§ **PROMPT**
The data below is to be copied exactly, line by line.

§ **STORED DATA**
# # # # # # #
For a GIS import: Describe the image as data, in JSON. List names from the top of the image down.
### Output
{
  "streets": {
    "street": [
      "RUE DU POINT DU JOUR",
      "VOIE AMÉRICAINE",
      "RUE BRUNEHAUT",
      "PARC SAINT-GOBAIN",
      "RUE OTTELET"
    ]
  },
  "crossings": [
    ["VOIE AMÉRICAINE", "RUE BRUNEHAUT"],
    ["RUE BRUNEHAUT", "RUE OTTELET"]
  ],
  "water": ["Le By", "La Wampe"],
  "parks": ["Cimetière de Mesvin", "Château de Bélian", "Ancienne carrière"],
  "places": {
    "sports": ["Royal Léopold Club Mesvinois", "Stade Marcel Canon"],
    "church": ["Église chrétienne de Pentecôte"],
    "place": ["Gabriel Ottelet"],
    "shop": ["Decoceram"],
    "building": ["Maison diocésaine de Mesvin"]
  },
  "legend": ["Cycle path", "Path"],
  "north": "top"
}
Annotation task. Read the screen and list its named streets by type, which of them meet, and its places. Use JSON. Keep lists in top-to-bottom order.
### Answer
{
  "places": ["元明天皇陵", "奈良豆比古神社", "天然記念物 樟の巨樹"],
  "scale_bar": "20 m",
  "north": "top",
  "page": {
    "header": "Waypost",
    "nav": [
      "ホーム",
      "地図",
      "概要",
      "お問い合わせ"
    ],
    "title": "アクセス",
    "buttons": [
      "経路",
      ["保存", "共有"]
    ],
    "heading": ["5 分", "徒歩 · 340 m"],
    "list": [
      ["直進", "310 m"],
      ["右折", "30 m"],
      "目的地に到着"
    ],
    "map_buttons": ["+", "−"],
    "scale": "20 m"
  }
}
# # # # # # #
§ **RESPONSE AREA**
For a GIS import: Describe the image as data, in JSON. List names from the top of the image down.
### Output
{
  "streets": {
    "street": [
      "RUE DU POINT DU JOUR",
      "VOIE AMÉRICAINE",
      "RUE BRUNEHAUT",
      "PARC SAINT-GOBAIN",
      "RUE OTTELET"
    ]
  },
  "crossings": [
    ["VOIE AMÉRICAINE", "RUE BRUNEHAUT"],
    ["RUE BRUNEHAUT", "RUE OTTELET"]
  ],
  "water": ["Le By", "La Wampe"],
  "parks": ["Cimetière de Mesvin", "Château de Bélian", "Ancienne carrière"],
  "places": {
    "sports": ["Royal Léopold Club Mesvinois", "Stade Marcel Canon"],
    "church": ["Église chrétienne de Pentecôte"],
    "place": ["Gabriel Ottelet"],
    "shop": ["Decoceram"],
    "building": ["Maison diocésaine de Mesvin"]
  },
  "legend": ["Cycle path", "Path"],
  "north": "top"
}
Annotation task. Read the screen and list its named streets by type, which of them meet, and its places. Use JSON. Keep lists in top-to-bottom order.
### Answer
{
  "places": ["元明天皇陵", "奈良豆比古神社", "天然記念物 樟の巨樹"],
  "scale_bar": "20 m",
  "north": "top",
  "page": {
    "header": "Waypost",
    "nav": [
      "ホーム",
      "地図",
      "概要",
      "お問い合わせ"
    ],
    "title": "アクセス",
    "buttons": [
      "経路",
      ["保存", "共有"]
    ],
    "heading": ["5 分", "徒歩 · 340 m"],
    "list": [
      ["直進", "310 m"],
      ["右折", "30 m"],
      "目的地に到着"
    ],
    "map_buttons": ["+", "−"],
    "scale": "20 m"
  }
}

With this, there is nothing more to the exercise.